There were twelve of us in a conference room at nine in the morning. The consultant was a man in a very confident blazer who opened by asking us to let go of our assumptions about what work means. It was nine fifteen. I had not finished my coffee. I was not prepared to let go of anything.
For the next three hours he walked us through a presentation about how AI was going to transform our workflows and how we needed to lean into the transition. Every slide had a stock photo of a person looking thoughtfully at a laptop. Every talking point was something I had already read in a LinkedIn post. At one point he said the phrase "human in the loop" four times in one paragraph and I wrote it down because I needed to do something with my hands.
The actual content of the training was this: he read our job descriptions back to us and then suggested we think about which parts of our jobs could theoretically be automated. That was it. That was the three hours. We were essentially asked to build the case for our own redundancy while a man in a blazer facilitated the conversation and charged the company what I can only assume was an extraordinary amount of money for the privilege.
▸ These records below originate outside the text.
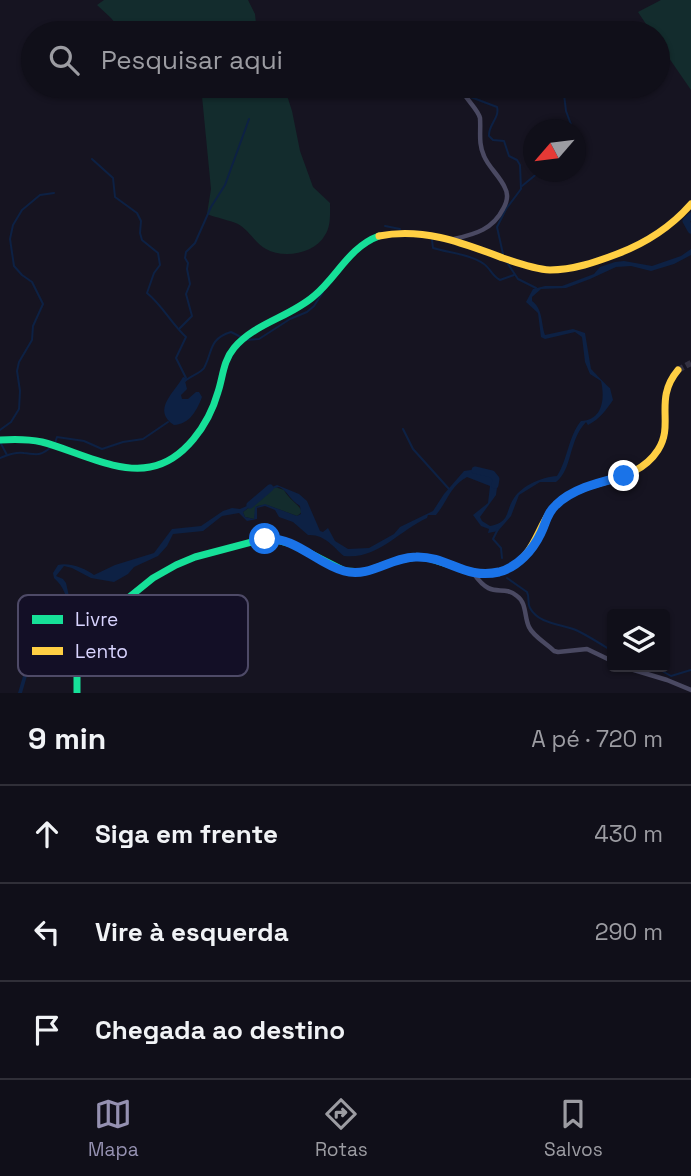 <!DOCTYPE html>
<html lang="pt">
<meta charset="utf-8">
<style>
:root{--surface:#100f19;--page:#191822;--text:#f1f3f6;--muted:#9c9ca2;--line:#302f38;--accent:#9591b1}
body{margin:0;font-family:"Space Grotesk",sans-serif;background:var(--page);color:var(--text)}
.controls{position:absolute;right:21px;bottom:21px;display:grid;overflow:hidden;border-radius:7px;box-shadow:0 2px 5px #0004}
.controls button{width:63px;height:63px;display:grid;place-items:center;padding:0;border:0;border-bottom:2px solid var(--line);background:var(--surface);color:var(--text);font:35px sans-serif}
.compass{position:absolute;left:523px;top:119px;width:63px;height:63px;border-radius:50%;background:var(--surface);box-shadow:0 2px 5px #0004;rotate:242deg}
.stop{position:absolute;width:21px;height:21px;margin:-16px;border:5px solid #1a73e8;border-radius:50%;background:#fff}
.stop.end{background:#1a73e8;border-color:#fff;box-shadow:0 2px 7px #0008}
.list{margin:0;padding:0;list-style:none}
h2{display:flex;justify-content:space-between;align-items:center;height:91px;margin:0;padding:0 28px;font-size:30px}
h2 small{font-size:23px;font-weight:400;color:var(--muted)}
.list li{display:grid;grid-template-columns:46px 1fr auto;gap:21px;align-items:center;box-sizing:border-box;height:98px;padding:0 28px;border-top:2px solid var(--line)}
.list b{display:block;font-size:26px;white-space:nowrap}
.list em{font-size:23px;font-style:normal;color:var(--muted)}
.icon{flex:none;width:38px;height:38px;fill:none;stroke:currentColor;stroke-width:2;stroke-linecap:round;stroke-linejoin:round}
.map{position:relative;flex:none;width:691px;height:693px;overflow:hidden}
.search{position:absolute;background:var(--surface);box-shadow:0 2px 5px #0004;left:21px;right:21px;top:21px;height:77px;display:flex;align-items:center;gap:18px;box-sizing:border-box;padding:0 24px;border-radius:38px;color:var(--muted);font-size:26px}
.sheet{height:385px;background:var(--surface)}
nav{display:flex;justify-content:space-around;align-items:center;box-sizing:border-box;height:98px;border-top:2px solid var(--line);background:var(--surface);font-size:19px;color:var(--muted)}
nav a{display:grid;justify-items:center;gap:4px}
nav .on{color:var(--accent)}
.map>svg:first-child{display:block}
</style>
<div class="map">
<svg width="691" height="693" viewBox="0 0 691 693">
<rect width="100%" height="100%" fill="#161421"/>
<g fill="#132c2d">
<path d="M104,0H248L255,14L257,33H123L111,18L97,5Z"/>
<path d="M661,0H691V90L658,42V33H652L638,12Z"/>
<path d="M201,86H284L292,111L300,151L313,187L330,203C330,214 331,226 325,235C315,254 283,259 266,249C255,243 248,229 238,224C229,220 217,218 207,214L211,189Z"/>
<path d="M275,487L284,490C289,500 300,505 302,512L297,516L267,505L257,506L254,519L245,517L243,512C255,504 262,493 275,487Z"/>
</g>
<g fill="#0d2144" fill-rule="evenodd">
<path d="M691,249V255L674,264L651,271L631,266L616,267L590,279L566,288L541,289L532,297V301C543,309 541,323 545,335L573,329L585,333L591,369C593,371 608,387 610,388L613,400C606,410 600,419 588,425L586,422C568,441 573,469 556,482H540L519,495L511,516L498,531L488,533L489,529L481,526L473,515L488,503L490,486L467,477C451,485 447,502 436,515H428L427,518C400,530 377,560 344,556C333,547 325,534 308,535L293,522L279,517L275,510L265,506L257,508V519L247,521L239,513L222,516L203,531L173,534L167,546L158,556L134,567L128,574L114,582L91,578L72,568L64,566L56,576L63,579L66,583L74,618L70,622L59,621L45,629L42,641L33,655L22,693H18L29,656L43,622L65,620L69,617C70,603 64,586 54,578L53,573L58,565C70,562 86,569 94,575L115,565L154,553L172,529L201,526L223,511L232,508L240,509L249,505L265,490L277,485L299,494L307,501L320,531L323,532L328,528L335,541L348,549L369,548L394,534L400,527L433,511L444,494L464,471L478,469L498,480L496,495L480,517L482,521L490,526C511,522 505,511 514,498C523,485 542,477 557,476C568,459 568,437 581,421C603,420 605,398 601,381L590,374L585,362L582,337L575,332L545,339L541,337L538,313L526,302L533,289L545,286H562L594,274L600,267L615,262L624,261L652,266L681,256ZM279,487C287,490 290,500 300,506L301,514L297,516L265,504L255,507L254,519L245,517L243,512C256,503 263,490 279,487Z"/>
<path d="M183,377L187,378L185,381L187,389L181,395L182,399H188L196,392H199L202,397C197,410 190,424 174,425C151,410 175,392 183,377Z"/>
</g>
<g fill="none" stroke-linecap="round" stroke-linejoin="round">
<g stroke="#0d2144" stroke-width="2">
<path d="M418,26L429,33"/>
<path d="M563,86L566,111L573,130"/>
<path d="M468,96L497,107C500,118 488,125 489,136L493,140L504,141L509,156L517,160L520,165L521,189L506,209L497,227L503,254"/>
<path d="M92,159L113,178L115,197L137,213L141,221L140,233L142,240L158,253L160,265L154,273L147,293C162,305 171,323 186,337L176,358L186,378"/>
<path d="M522,186L539,172"/>
<path d="M385,226L400,229"/>
<path d="M432,240L433,248C449,253 470,254 484,264C490,268 492,276 500,280L514,275"/>
<path d="M506,261L518,279L536,288"/>
<path d="M179,329L192,316L186,294L190,284L187,269L188,263L185,258L186,252L195,243L211,207L225,185L249,119"/>
<path d="M245,340L259,339L290,319L307,312L314,306L323,292"/>
<path d="M185,381C190,376 201,373 204,368C213,352 208,339 231,332L241,337"/>
<path d="M403,429L413,449L449,489"/>
<path d="M0,430L11,422L19,409L20,391L17,371L19,362L32,340L33,326L43,304L32,282L22,275L14,266L10,239L13,225L22,210L40,195L54,193"/>
<path d="M0,442L7,455"/>
<path d="M55,443L57,437L84,441L102,449L123,442L143,439L168,422"/>
<path d="M0,458C7,455 16,452 24,453C36,454 40,457 51,447"/>
<path d="M498,529L493,539L501,548L502,558"/>
<path d="M507,578L527,592C530,598 527,603 530,608C539,625 564,624 578,631C590,637 601,644 612,651"/>
<path d="M655,667L671,676L691,670"/>
</g>
<g stroke="#0d2144" stroke-width="7">
<path d="M691,216L686,221L691,230"/>
<path d="M475,470L492,474L496,479L495,485"/>
<path d="M250,505L270,488"/>
</g>
<path stroke="#333142" stroke-width="6" stroke-dasharray="6 3" stroke-linecap="butt" d="M678,370L691,363"/>
<g stroke="#4a4962" stroke-width="4.5">
<path d="M454,239C476,234 493,229 503,209C507,202 509,195 505,188C500,176 489,168 484,156C478,143 481,132 480,118C478,109 464,98 460,86"/>
<path d="M474,574C493,601 501,583 517,596C527,603 524,617 529,627C533,636 547,644 554,651L558,652L587,649L612,661"/>
<path d="M624,667L667,680L691,690"/>
</g>
<g stroke="#16e098" stroke-width="7">
<path d="M0,440C15,439 28,439 42,442C74,450 117,474 150,467C184,461 209,424 218,392C223,377 223,361 234,348C255,323 290,317 314,296C337,277 349,247 379,236"/>
<path d="M77,693V653L91,628L153,578L176,565L195,557L259,540L273,539L292,544L345,571L364,572L398,560L416,557L428,558L453,566"/>
</g>
<g stroke="#ffcf43" stroke-width="7">
<path d="M379,236C423,227 463,243 503,258C518,263 534,269 550,270C573,270 596,262 617,254C646,243 670,228 691,204"/>
<path d="M453,566C470,572 487,577 505,570C540,555 536,517 564,498C594,478 637,483 658,450C675,424 653,400 678,370"/>
</g>
</g>
<g fill="none" stroke-linecap="round" stroke-linejoin="round">
<path stroke="#1a73e8" stroke-width="9" d="M265,539C295,536 317,564 344,571C371,578 390,557 416,557C448,556 465,580 499,572C518,567 533,550 541,533C546,523 547,513 556,505C573,488 601,482 624,476"/>
</g>
<rect x="18" y="595" width="230" height="81" rx="10" fill="#130f26" stroke="#4e4a67" stroke-width="2"/>
<rect x="32" y="615" width="31" height="9" fill="#16e098"/>
<rect x="32" y="647" width="31" height="8" fill="#ffcf43"/>
<g font-size="19" fill="#d9d4ff">
<text x="75" y="626">Livre</text>
<text x="75" y="658">Lento</text>
</g>
</svg>
<div class="controls">
<button><svg class="icon" aria-label="layers" viewBox="0 0 24 24"><path d="M12 4l9 5-9 5-9-5zM3 14l9 5 9-5"/></svg></button>
</div>
<svg class="compass" viewBox="-18 -18 36 36"><path d="M0-13l5 13h-10z" fill="#e53935"/><path d="M0 13l5-13h-10z" fill="#9c9ca2"/></svg>
<div class="stop" style="left:265px;top:539px"></div>
<div class="stop end" style="left:624px;top:476px"></div>
<div class="search"><svg class="icon" aria-label="search" viewBox="0 0 24 24"><circle cx="10" cy="10" r="6"/><path d="M15 15l6 6"/></svg>Pesquisar aqui</div>
</div>
<section class="sheet">
<h2>9 min<small>A pé · 720 m</small></h2>
<ul class="list">
<li><svg class="icon" aria-label="ahead" viewBox="0 0 24 24"><path d="M12 20V5M6 11l6-6 6 6"/></svg><div><b>Siga em frente</b></div><em>430 m</em></li>
<li><svg class="icon" aria-label="left" viewBox="0 0 24 24"><path d="M17 20v-9H6M10 6l-5 5 5 5"/></svg><div><b>Vire à esquerda</b></div><em>290 m</em></li>
<li><svg class="icon" aria-label="arrive" viewBox="0 0 24 24"><path d="M6 21V4h12l-3 4 3 4H6"/></svg><div><b>Chegada ao destino</b></div></li>
</ul>
</section>
<nav>
<a class="on"><svg class="icon" aria-label="map" viewBox="0 0 24 24"><path d="M3 6l6-2 6 2 6-2v14l-6 2-6-2-6 2zM9 4v14M15 6v14"/></svg>Mapa</a>
<a><svg class="icon" aria-label="directions" viewBox="0 0 24 24"><path d="M12 3l9 9-9 9-9-9zM9 14v-3h6M13 9l2 2-2 2"/></svg>Rotas</a>
<a><svg class="icon" aria-label="saved" viewBox="0 0 24 24"><path d="M7 4h10v16l-5-4-5 4z"/></svg>Salvos</a>
</nav>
At the break I went and sat in a bathroom stall for ten minutes just to be somewhere quiet. I was scrolling through my phone with the hollow energy of a person who has just been asked to dig their own professional grave and decorate it nicely and I ended up on some random website that I must have visited before because it was in my history, just sitting there reading it blankly, not even taking anything in, just needing to look at something that was not that presentation.
I went back in for the second half. The consultant asked us to share what tasks we thought AI could take over. My colleague David, who has worked there longer than any of us, said probably this meeting and nobody laughed harder than the people who had been there longest.
We got a follow up email the next day with a PDF summary of the workshop. The PDF was eleven pages. It contained nothing that was not already in the presentation. I have not opened it since.
The consultant's LinkedIn says he has helped over two hundred companies navigate the future of work. I think about David's comment a lot.